[Opening PROVIDED RECORDS section]

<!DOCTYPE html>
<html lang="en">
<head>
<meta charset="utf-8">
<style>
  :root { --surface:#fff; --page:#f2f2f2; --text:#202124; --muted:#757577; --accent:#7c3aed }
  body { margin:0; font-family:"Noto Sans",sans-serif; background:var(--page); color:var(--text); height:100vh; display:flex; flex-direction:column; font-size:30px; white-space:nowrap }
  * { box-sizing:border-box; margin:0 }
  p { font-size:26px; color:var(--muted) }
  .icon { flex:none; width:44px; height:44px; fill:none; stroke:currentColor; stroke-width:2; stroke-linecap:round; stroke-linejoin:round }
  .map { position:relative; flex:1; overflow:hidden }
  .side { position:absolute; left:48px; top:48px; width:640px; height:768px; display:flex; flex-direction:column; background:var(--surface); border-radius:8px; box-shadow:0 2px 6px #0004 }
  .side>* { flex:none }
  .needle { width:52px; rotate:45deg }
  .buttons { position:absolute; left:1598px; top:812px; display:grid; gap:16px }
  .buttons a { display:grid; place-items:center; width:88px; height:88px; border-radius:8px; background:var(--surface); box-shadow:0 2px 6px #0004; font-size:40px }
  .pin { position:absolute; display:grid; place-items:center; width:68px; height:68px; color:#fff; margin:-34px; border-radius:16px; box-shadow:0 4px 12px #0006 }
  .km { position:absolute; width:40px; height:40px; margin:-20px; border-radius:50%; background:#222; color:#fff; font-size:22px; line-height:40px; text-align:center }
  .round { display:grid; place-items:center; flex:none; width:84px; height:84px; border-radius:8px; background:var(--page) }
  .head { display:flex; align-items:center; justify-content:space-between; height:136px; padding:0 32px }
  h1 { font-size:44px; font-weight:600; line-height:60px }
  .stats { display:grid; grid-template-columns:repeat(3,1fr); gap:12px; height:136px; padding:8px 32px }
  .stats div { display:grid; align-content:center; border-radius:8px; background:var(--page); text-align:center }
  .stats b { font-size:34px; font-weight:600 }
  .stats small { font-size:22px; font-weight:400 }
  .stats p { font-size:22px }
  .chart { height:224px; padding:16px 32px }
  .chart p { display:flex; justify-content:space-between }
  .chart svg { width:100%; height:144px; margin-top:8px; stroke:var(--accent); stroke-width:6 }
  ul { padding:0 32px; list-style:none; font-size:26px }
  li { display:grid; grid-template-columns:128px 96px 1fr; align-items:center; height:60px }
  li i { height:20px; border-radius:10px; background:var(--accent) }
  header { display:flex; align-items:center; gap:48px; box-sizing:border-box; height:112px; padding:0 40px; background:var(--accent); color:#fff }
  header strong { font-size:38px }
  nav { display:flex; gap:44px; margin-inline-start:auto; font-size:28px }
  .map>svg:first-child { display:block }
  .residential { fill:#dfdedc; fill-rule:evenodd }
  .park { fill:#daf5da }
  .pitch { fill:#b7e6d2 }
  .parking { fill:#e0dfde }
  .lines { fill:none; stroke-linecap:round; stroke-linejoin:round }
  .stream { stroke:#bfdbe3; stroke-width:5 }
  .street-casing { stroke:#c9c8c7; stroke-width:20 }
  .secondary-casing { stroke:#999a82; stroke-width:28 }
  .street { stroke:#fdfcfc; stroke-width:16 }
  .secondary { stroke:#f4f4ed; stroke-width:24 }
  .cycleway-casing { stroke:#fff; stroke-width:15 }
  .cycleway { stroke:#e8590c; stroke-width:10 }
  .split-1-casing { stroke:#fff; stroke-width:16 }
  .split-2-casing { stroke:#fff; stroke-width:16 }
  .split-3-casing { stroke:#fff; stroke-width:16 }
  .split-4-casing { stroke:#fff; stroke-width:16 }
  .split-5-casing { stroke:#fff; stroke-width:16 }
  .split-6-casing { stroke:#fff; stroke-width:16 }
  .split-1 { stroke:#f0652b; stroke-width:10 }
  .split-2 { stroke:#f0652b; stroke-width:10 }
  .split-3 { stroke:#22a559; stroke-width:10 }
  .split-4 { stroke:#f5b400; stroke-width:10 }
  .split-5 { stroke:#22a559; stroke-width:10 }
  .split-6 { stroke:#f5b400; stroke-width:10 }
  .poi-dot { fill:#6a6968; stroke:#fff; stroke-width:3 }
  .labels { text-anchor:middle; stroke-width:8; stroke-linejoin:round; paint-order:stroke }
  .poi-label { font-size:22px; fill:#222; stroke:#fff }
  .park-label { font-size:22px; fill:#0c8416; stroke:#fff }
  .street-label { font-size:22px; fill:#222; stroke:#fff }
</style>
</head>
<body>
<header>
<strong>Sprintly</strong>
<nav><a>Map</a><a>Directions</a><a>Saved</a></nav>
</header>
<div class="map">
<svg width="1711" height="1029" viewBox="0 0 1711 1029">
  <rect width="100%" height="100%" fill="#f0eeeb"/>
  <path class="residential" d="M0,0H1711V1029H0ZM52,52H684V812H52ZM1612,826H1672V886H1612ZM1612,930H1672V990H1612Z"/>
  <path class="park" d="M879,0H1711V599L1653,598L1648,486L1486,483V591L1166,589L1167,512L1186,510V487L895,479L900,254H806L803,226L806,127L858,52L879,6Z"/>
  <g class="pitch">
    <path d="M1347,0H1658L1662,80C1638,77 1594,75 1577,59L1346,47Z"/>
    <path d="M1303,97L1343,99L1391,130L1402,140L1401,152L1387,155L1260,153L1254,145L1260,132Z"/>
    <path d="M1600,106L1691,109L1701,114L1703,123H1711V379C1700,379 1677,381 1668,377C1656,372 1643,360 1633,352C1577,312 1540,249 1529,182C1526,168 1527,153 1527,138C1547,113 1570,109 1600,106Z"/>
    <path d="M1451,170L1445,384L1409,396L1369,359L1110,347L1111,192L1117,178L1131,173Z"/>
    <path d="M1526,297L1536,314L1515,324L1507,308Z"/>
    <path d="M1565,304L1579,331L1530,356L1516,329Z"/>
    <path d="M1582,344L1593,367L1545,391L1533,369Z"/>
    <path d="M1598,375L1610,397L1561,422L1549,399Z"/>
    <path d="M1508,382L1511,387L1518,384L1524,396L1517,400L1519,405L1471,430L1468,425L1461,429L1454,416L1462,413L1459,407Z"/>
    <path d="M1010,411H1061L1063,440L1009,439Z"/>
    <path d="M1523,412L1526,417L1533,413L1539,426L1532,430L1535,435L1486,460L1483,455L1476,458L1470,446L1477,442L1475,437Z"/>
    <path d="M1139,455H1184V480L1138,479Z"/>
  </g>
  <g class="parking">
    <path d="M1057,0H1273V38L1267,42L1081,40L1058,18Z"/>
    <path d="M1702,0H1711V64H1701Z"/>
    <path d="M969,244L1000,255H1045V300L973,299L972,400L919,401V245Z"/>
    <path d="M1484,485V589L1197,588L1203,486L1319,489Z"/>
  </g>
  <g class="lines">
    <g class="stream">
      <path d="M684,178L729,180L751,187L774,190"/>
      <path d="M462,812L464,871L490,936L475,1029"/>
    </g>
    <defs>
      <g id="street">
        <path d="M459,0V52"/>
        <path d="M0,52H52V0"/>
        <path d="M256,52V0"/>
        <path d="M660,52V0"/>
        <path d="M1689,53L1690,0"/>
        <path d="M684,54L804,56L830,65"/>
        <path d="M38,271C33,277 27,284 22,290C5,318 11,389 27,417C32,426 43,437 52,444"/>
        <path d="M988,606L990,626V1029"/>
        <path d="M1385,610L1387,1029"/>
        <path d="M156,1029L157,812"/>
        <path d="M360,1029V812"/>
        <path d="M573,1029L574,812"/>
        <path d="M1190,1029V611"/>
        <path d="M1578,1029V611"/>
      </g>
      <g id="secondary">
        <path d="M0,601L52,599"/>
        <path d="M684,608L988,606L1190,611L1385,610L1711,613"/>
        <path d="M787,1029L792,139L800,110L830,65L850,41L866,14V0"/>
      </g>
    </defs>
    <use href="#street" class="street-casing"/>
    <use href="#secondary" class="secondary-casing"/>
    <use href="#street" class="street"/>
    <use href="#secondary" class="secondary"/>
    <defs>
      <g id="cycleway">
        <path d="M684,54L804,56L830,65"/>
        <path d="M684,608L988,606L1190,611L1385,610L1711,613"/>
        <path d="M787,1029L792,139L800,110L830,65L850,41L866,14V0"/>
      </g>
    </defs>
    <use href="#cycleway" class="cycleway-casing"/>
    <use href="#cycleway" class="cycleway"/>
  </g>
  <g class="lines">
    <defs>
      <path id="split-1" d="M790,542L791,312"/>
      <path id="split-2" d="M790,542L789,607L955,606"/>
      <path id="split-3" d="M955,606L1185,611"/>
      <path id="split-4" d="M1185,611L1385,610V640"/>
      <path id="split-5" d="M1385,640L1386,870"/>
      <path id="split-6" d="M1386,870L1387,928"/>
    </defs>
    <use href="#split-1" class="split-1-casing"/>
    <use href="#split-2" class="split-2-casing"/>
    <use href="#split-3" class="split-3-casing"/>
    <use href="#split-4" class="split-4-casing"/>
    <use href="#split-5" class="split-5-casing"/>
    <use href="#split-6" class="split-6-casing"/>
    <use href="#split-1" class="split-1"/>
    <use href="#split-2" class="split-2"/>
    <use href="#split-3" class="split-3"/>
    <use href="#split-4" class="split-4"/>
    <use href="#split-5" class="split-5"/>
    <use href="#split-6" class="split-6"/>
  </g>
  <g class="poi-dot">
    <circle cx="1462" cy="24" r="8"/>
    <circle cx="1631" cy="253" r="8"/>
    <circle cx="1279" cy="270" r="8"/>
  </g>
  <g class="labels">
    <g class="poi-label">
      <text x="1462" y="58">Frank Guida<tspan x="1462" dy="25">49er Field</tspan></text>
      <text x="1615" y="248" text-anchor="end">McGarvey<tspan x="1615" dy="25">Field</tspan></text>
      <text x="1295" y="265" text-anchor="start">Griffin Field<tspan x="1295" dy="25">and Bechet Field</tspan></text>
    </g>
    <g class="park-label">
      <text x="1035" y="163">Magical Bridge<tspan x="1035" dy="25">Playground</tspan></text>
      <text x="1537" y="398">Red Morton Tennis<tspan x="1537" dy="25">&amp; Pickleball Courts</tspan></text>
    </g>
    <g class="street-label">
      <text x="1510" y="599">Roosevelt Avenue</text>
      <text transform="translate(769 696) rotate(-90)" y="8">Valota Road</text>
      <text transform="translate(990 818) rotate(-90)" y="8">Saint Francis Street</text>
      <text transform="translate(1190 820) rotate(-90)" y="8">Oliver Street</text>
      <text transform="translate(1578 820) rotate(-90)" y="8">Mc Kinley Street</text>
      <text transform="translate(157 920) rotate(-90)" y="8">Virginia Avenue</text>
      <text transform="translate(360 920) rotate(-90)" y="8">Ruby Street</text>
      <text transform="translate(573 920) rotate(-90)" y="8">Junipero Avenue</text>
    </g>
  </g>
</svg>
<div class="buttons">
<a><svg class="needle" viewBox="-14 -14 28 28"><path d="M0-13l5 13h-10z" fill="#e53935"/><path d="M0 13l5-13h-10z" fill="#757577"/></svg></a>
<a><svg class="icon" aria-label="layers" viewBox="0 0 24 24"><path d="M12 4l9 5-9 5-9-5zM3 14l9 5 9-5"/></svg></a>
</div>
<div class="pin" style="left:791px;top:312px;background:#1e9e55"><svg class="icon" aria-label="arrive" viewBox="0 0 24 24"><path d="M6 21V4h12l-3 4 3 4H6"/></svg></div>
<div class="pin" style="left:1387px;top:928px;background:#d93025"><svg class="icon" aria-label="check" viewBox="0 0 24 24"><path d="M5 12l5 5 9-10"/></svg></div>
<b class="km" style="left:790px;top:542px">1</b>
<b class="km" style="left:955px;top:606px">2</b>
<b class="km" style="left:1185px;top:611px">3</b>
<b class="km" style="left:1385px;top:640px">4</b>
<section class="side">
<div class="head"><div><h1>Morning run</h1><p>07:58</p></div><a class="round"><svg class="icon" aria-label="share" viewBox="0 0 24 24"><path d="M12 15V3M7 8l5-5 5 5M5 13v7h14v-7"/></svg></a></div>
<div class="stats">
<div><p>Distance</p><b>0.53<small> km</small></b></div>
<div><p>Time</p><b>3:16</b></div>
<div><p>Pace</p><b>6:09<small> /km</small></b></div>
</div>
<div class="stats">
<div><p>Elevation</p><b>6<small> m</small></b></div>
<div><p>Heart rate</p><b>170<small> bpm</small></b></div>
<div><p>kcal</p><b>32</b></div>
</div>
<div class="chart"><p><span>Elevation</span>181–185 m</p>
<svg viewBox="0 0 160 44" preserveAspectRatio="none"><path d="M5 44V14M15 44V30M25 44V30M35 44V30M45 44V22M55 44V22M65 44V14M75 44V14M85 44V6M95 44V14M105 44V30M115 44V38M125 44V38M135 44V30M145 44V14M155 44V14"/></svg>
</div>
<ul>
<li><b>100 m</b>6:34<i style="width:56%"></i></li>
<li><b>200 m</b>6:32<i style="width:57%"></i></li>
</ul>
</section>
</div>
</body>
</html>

[Closing PROVIDED RECORDS section]

**TASK TO CARRY OUT:** Write down exactly the span of lines above from the one containing "display:grid; place-items:center; width:88px;" to the one containing "height:224px; padding:16px 32px", both ends included.

**ANSWER SECTION:**
  .buttons a { display:grid; place-items:center; width:88px; height:88px; border-radius:8px; background:var(--surface); box-shadow:0 2px 6px #0004; font-size:40px }
  .pin { position:absolute; display:grid; place-items:center; width:68px; height:68px; color:#fff; margin:-34px; border-radius:16px; box-shadow:0 4px 12px #0006 }
  .km { position:absolute; width:40px; height:40px; margin:-20px; border-radius:50%; background:#222; color:#fff; font-size:22px; line-height:40px; text-align:center }
  .round { display:grid; place-items:center; flex:none; width:84px; height:84px; border-radius:8px; background:var(--page) }
  .head { display:flex; align-items:center; justify-content:space-between; height:136px; padding:0 32px }
  h1 { font-size:44px; font-weight:600; line-height:60px }
  .stats { display:grid; grid-template-columns:repeat(3,1fr); gap:12px; height:136px; padding:8px 32px }
  .stats div { display:grid; align-content:center; border-radius:8px; background:var(--page); text-align:center }
  .stats b { font-size:34px; font-weight:600 }
  .stats small { font-size:22px; font-weight:400 }
  .stats p { font-size:22px }
  .chart { height:224px; padding:16px 32px }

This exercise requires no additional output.